Every line holding "linecap" should be copied from the records below.

====

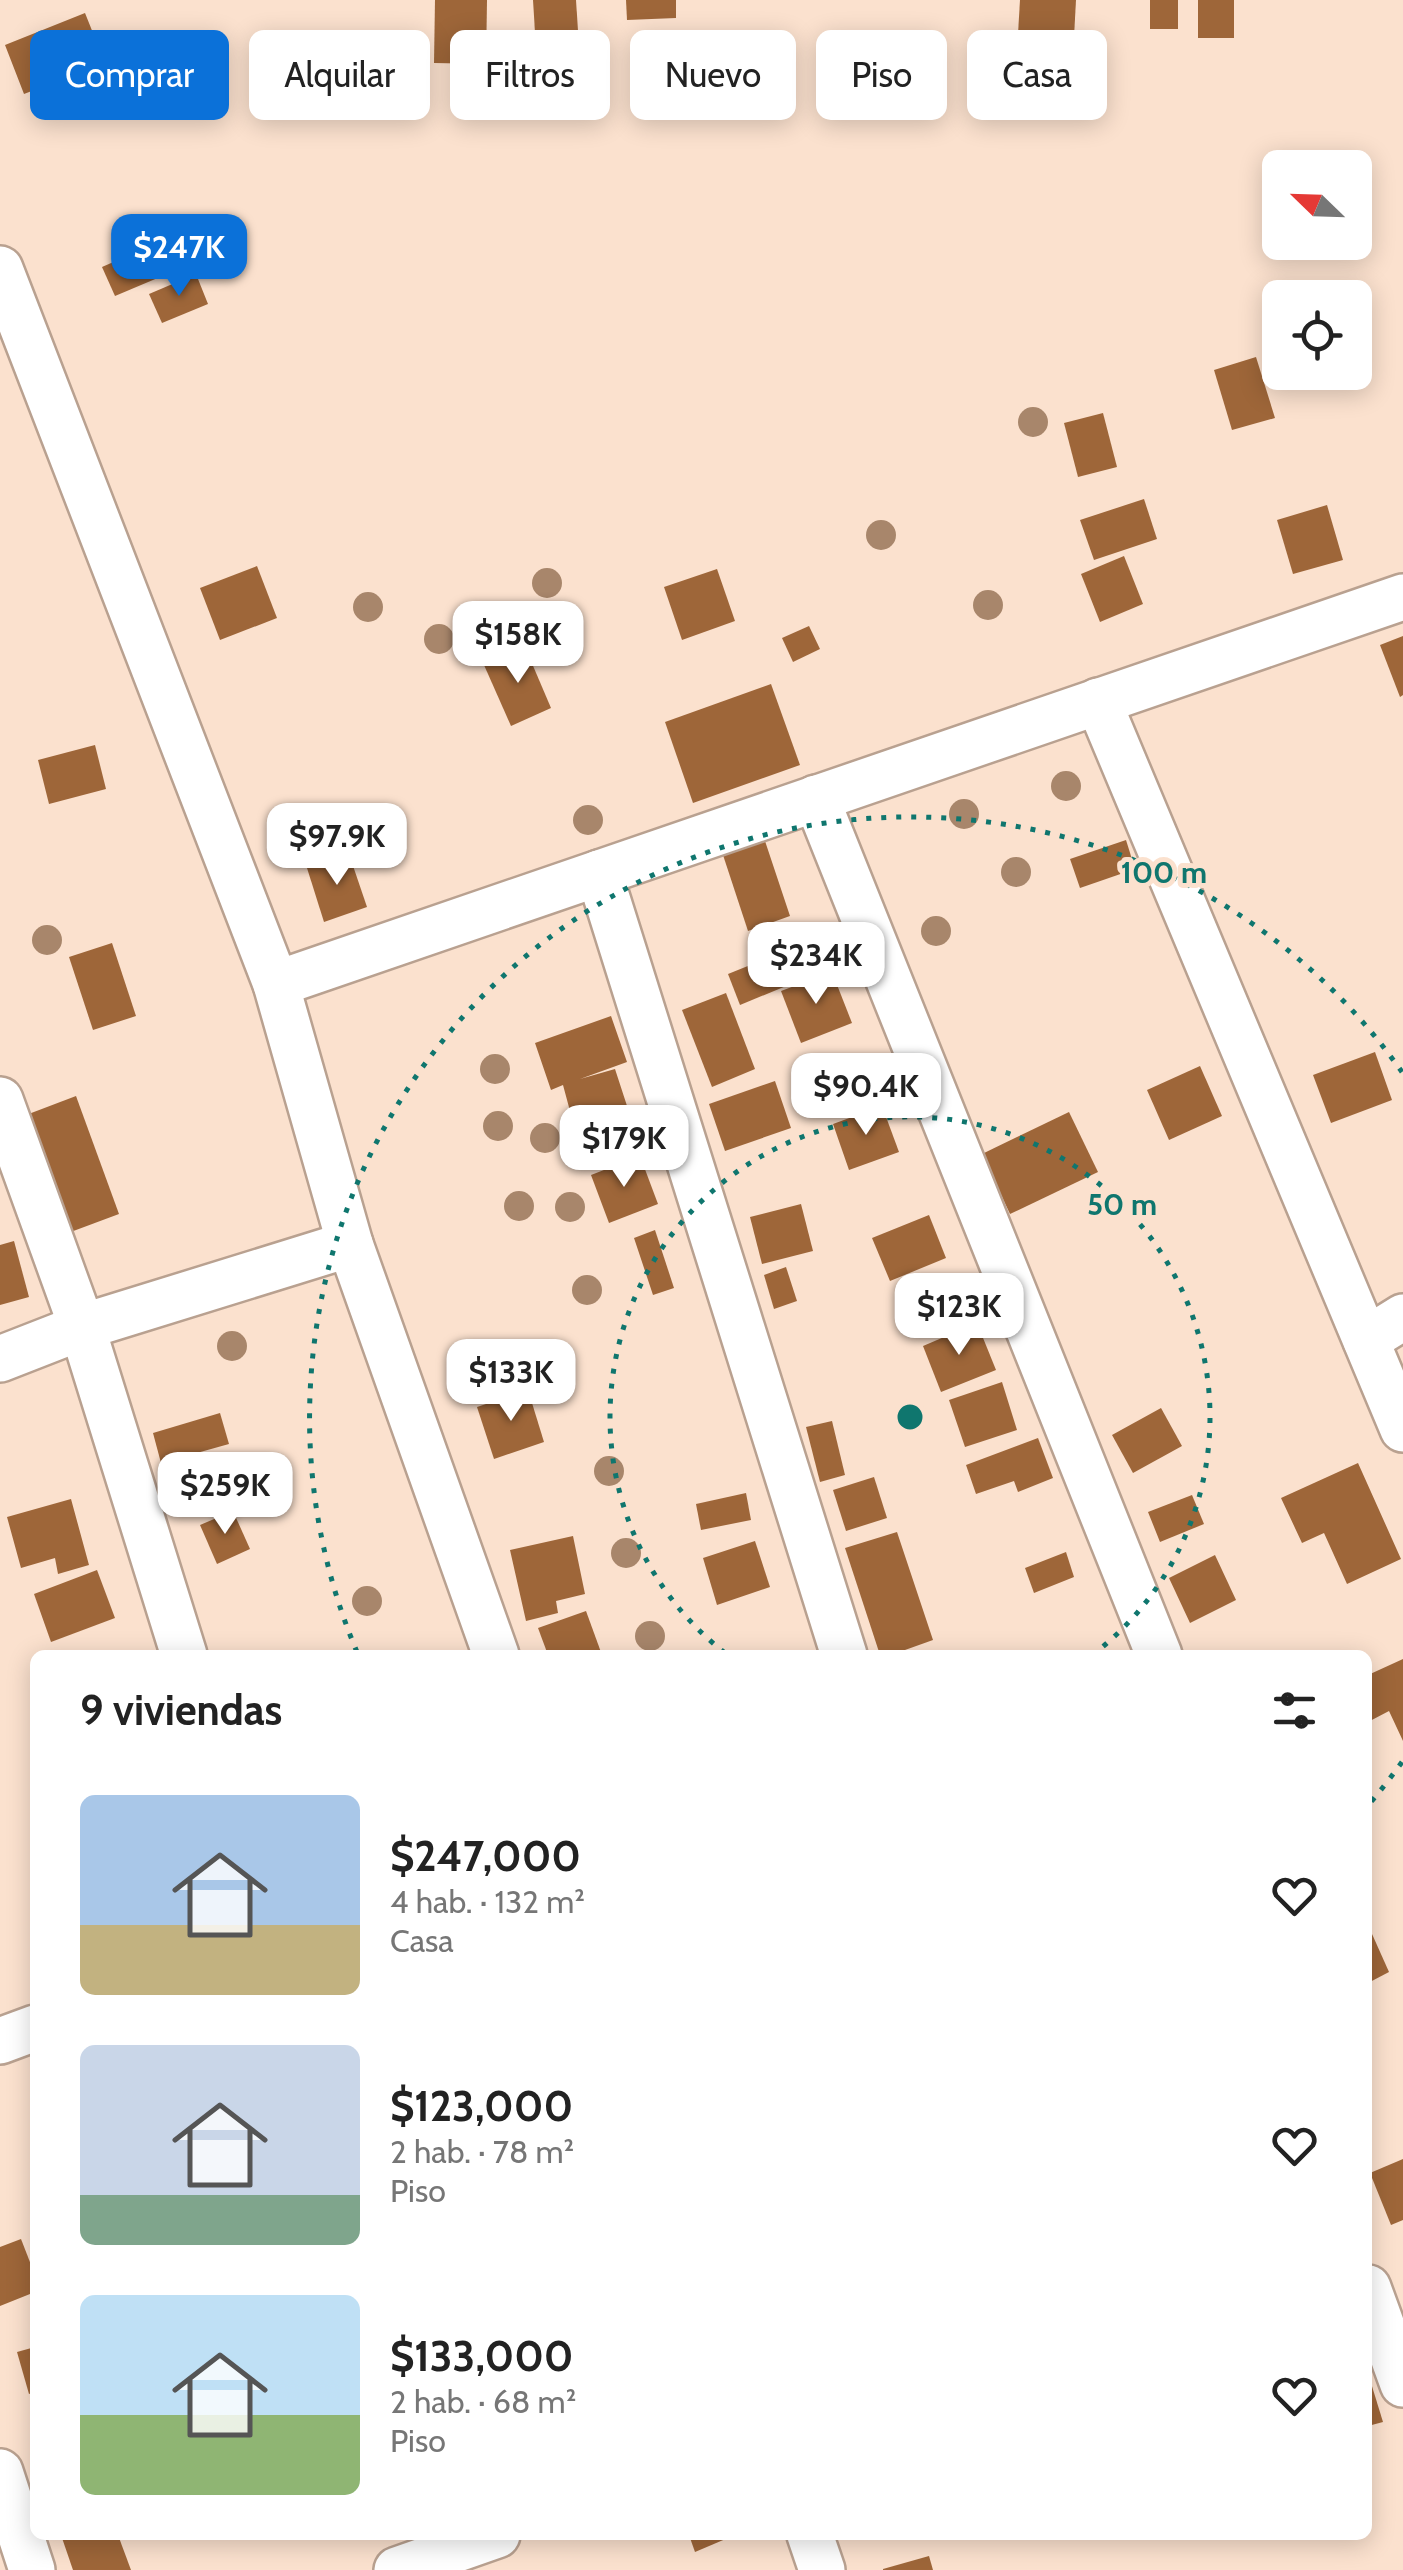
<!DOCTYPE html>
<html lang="es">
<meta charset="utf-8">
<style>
body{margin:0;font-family:Cabin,sans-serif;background:#f2f2f2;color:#222;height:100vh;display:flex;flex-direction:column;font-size:38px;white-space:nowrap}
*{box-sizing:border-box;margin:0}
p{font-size:32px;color:#767676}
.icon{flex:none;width:55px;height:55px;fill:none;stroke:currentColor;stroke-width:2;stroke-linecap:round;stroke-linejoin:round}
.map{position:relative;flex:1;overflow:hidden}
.side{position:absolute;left:30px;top:1650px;width:1342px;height:890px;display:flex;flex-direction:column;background:#fff;border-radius:15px;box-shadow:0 5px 25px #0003}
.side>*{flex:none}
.top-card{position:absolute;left:30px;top:30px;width:1345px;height:90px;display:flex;gap:20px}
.needle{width:65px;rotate:293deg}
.fabs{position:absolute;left:1262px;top:150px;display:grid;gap:20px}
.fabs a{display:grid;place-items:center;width:110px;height:110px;border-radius:15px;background:#fff;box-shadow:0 5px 25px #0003;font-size:50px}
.price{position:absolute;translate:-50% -85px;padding:0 22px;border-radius:20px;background:#fff;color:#222;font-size:32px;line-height:65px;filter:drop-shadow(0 2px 5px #0008)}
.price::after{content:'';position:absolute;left:50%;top:60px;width:30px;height:22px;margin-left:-15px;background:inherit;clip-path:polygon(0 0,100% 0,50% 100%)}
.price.selected{background:#0b71d9;color:#fff}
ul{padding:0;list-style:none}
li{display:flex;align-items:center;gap:30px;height:250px;padding:0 50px}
li span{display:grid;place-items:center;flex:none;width:280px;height:200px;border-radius:15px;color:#555}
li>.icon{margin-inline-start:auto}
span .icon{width:120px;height:120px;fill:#fffc;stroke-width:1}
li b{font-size:42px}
h2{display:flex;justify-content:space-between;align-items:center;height:120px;padding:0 50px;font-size:42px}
.pill{padding:0 35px;border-radius:15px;background:#fff;box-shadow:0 5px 25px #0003;font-size:35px;line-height:90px}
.pill.selected{background:#0b71d9;color:#fff}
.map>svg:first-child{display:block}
</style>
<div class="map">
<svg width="1403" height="2570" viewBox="0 0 1403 2570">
<rect width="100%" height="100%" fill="#fbe1ce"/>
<g fill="#9e6639">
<path d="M435,0H487L486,64L434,63Z"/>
<path d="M533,0H576L579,46L536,49Z"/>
<path d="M626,0H676V18L627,20Z"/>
<path d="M1020,0H1076L1074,37L1018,34Z"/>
<rect x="1150" y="0" width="28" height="29"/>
<rect x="1198" y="0" width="36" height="38"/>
<path d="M85,13L101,53L64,68L68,77L24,94L5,45Z"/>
<path d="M166,239L179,269L115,296L102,267Z"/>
<path d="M196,274L208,304L162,323L149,294Z"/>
<path d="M1256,357L1275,418L1232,430L1214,370Z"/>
<path d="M1103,413L1117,467L1078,477L1064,423Z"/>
<path d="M1144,499L1157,539L1094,560L1080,520Z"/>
<path d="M1327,505L1343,560L1293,574L1277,520Z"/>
<path d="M1124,556L1143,604L1100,622L1081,574Z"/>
<path d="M257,566L277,618L220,640L200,588Z"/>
<path d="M717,569L735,621L682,640L664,587Z"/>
<path d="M809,626L820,649L793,662L782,638Z"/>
<path d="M1403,636V695L1400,697L1380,645Z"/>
<path d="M525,647L551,708L511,726L484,665Z"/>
<path d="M771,684L800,765L693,803L665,722Z"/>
<path d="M95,745L106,789L49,804L38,760Z"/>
<path d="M764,838L790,916L748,931L722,852Z"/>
<path d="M1126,840L1135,869L1080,888L1070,859Z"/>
<path d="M349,854L367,907L324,922L307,868Z"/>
<path d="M820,937L832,967L740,1005L728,974Z"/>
<path d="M112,943L136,1016L93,1030L69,957Z"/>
<path d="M832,972L852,1023L801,1043L781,991Z"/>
<path d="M726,993L755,1069L712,1087L682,1010Z"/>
<path d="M611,1016L627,1062L580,1079L615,1069L629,1112L583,1127L577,1108L570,1111L563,1085L551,1090L535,1043Z"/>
<path d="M1375,1052L1392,1100L1331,1123L1313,1075Z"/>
<path d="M1200,1066L1222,1116L1169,1140L1147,1090Z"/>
<path d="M869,1075L875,1100L833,1112L826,1086Z"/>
<path d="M775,1081L791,1128L725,1151L709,1104Z"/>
<path d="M76,1096L119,1214L68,1233L26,1115Z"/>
<path d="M882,1106L899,1152L849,1170L833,1124Z"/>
<path d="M1069,1112L1098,1172L1010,1214L982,1154Z"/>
<path d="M640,1156L658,1204L609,1223L591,1175Z"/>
<path d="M801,1204L813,1251L762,1264L750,1217Z"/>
<path d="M929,1215L946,1258L890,1281L872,1238Z"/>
<path d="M655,1230L674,1288L653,1295L634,1238Z"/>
<path d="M14,1241L29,1297L0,1305V1245Z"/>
<path d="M786,1267L797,1301L774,1309L764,1275Z"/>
<path d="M977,1323L996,1370L941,1392L923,1346Z"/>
<path d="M1002,1382L1017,1430L965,1447L949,1400Z"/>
<path d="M528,1390L544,1442L494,1459L477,1407Z"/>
<path d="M1161,1408L1182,1446L1133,1473L1112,1435Z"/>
<path d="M220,1413L229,1444L161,1463L153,1433Z"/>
<path d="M832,1421L845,1475L820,1482L806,1427Z"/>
<path d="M1038,1438L1053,1478L1018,1492L1014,1481L976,1494L966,1465Z"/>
<path d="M1358,1463L1401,1559L1347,1584L1324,1533L1302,1543L1281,1498Z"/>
<path d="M874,1477L887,1518L846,1531L833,1490Z"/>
<path d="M746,1493L751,1520L701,1530L696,1504Z"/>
<path d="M1192,1495L1204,1524L1160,1542L1148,1512Z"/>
<path d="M71,1499L89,1565L58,1574L55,1558L21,1568L7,1517Z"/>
<path d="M233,1511L250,1549L217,1564L200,1525Z"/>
<path d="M897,1532L933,1640L891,1655H880L845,1548Z"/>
<path d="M573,1536L585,1594L556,1601L558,1613L526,1621L510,1550Z"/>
<path d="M755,1541L770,1587L717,1605L703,1558Z"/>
<path d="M1066,1552L1074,1577L1034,1593L1025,1568Z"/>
<path d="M1215,1555L1236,1600L1190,1623L1169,1578Z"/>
<path d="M97,1570L115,1618L51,1642L34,1594Z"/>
<path d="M586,1611L602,1655H548L538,1628Z"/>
<path d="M1403,1659V1741L1389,1711L1368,1722V1675Z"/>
<path d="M1368,1925L1389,1972L1368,1983Z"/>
<path d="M1403,2159V2220L1391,2225L1370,2173Z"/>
<path d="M21,2239L35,2275V2292L0,2306V2247Z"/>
<path d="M35,2347V2392L29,2394L17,2352Z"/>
<path d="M1371,2383L1383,2422L1368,2426V2384Z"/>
<path d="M61,2535H118L131,2570H73Z"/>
<path d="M689,2535H735L695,2552Z"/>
<path d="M929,2556L933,2570H883V2569Z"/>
</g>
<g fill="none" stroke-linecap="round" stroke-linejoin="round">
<g stroke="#b9a190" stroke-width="50">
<g id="minor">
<path d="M0,269L276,984L350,1244L496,1655"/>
<path d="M1098,701L1403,1429"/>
<path d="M816,798L1159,1655"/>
<path d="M599,873L844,1655"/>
<path d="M276,984L1403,597"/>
<path d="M0,1100L82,1327L184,1655"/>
<path d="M1366,1340L1403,1317"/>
<path d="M0,1359L82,1327L350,1244"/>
<path d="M0,2041L35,2028"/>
<path d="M1368,2288L1403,2384"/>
<path d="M0,2472L32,2570"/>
<path d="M810,2535L822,2570"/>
<path d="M397,2570L497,2535"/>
</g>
</g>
<use href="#minor" stroke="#fff" stroke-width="45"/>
</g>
<g fill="#a8866b">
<circle cx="1033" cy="422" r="15"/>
<circle cx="881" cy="535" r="15"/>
<circle cx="547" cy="583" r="15"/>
<circle cx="988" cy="605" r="15"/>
<circle cx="368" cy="607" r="15"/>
<circle cx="439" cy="639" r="15"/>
<circle cx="1066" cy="786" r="15"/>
<circle cx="964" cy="814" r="15"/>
<circle cx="345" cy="818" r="15"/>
<circle cx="588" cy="820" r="15"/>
<circle cx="1016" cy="872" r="15"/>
<circle cx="936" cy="931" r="15"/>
<circle cx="47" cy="940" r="15"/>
<circle cx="495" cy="1069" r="15"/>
<circle cx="498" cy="1126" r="15"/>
<circle cx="545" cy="1138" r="15"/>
<circle cx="519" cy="1206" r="15"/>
<circle cx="570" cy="1207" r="15"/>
<circle cx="587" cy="1290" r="15"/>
<circle cx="232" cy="1346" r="15"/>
<circle cx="609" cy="1471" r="15"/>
<circle cx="626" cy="1553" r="15"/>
<circle cx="367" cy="1601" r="15"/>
<circle cx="650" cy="1636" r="15"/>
</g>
<g fill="none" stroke="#0f766e" stroke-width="5" stroke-dasharray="5 10">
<path d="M725 1653A300 300 0 1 1 1095 1653"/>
<path d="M1402 1762A601 601 0 0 1 1370 1803M357 1652A601 601 0 0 1 1402 1072"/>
</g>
<circle cx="910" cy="1417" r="15" fill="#0f766e" stroke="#fbe1ce" stroke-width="5"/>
<g font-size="30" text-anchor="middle" font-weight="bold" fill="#0f766e" stroke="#fbe1ce" stroke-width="10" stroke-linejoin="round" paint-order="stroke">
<text x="1164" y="883">100 m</text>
<text x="1122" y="1215">50 m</text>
</g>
</svg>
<div class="fabs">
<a><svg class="needle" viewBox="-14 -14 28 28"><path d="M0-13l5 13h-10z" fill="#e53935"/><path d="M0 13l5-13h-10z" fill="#767676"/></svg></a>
<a><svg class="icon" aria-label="locate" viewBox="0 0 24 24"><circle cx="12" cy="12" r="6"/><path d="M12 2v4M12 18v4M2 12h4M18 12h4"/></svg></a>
</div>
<b class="price selected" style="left:179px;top:299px">$247K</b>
<b class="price" style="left:518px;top:686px">$158K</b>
<b class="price" style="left:337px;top:888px">$97.9K</b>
<b class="price" style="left:816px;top:1007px">$234K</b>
<b class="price" style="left:866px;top:1138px">$90.4K</b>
<b class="price" style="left:624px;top:1190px">$179K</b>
<b class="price" style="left:959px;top:1358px">$123K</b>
<b class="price" style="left:511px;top:1424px">$133K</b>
<b class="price" style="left:225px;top:1537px">$259K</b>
<div class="top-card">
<a class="pill selected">Comprar</a>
<a class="pill">Alquilar</a>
<a class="pill">Filtros</a>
<a class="pill">Nuevo</a>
<a class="pill">Piso</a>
<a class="pill">Casa</a>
</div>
<section class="side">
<h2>9 viviendas<svg class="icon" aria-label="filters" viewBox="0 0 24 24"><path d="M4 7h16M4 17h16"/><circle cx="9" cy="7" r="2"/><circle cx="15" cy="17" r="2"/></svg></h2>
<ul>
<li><span style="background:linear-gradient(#a9c7e8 65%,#c2b280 0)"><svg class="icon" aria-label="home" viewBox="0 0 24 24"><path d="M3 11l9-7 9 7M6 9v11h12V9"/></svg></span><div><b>$247,000</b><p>4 hab. · 132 m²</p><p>Casa</p></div><svg class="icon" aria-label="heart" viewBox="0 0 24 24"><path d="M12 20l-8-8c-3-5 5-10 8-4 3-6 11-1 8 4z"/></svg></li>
<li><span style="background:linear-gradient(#c9d6e8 75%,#7fa58c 0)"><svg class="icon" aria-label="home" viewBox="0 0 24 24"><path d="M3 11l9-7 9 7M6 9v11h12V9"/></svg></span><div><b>$123,000</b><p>2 hab. · 78 m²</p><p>Piso</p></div><svg class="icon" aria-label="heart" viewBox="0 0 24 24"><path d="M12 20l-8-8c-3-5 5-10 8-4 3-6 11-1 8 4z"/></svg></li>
<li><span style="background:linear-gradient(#bfe0f5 60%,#8fb573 0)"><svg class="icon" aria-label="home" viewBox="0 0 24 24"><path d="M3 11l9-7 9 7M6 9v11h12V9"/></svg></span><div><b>$133,000</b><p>2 hab. · 68 m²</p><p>Piso</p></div><svg class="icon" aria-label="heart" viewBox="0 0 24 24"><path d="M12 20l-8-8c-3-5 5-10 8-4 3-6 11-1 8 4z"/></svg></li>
</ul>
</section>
</div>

====

SOLUTION FOR THIS PROBLEM:
.icon{flex:none;width:55px;height:55px;fill:none;stroke:currentColor;stroke-width:2;stroke-linecap:round;stroke-linejoin:round}
<g fill="none" stroke-linecap="round" stroke-linejoin="round">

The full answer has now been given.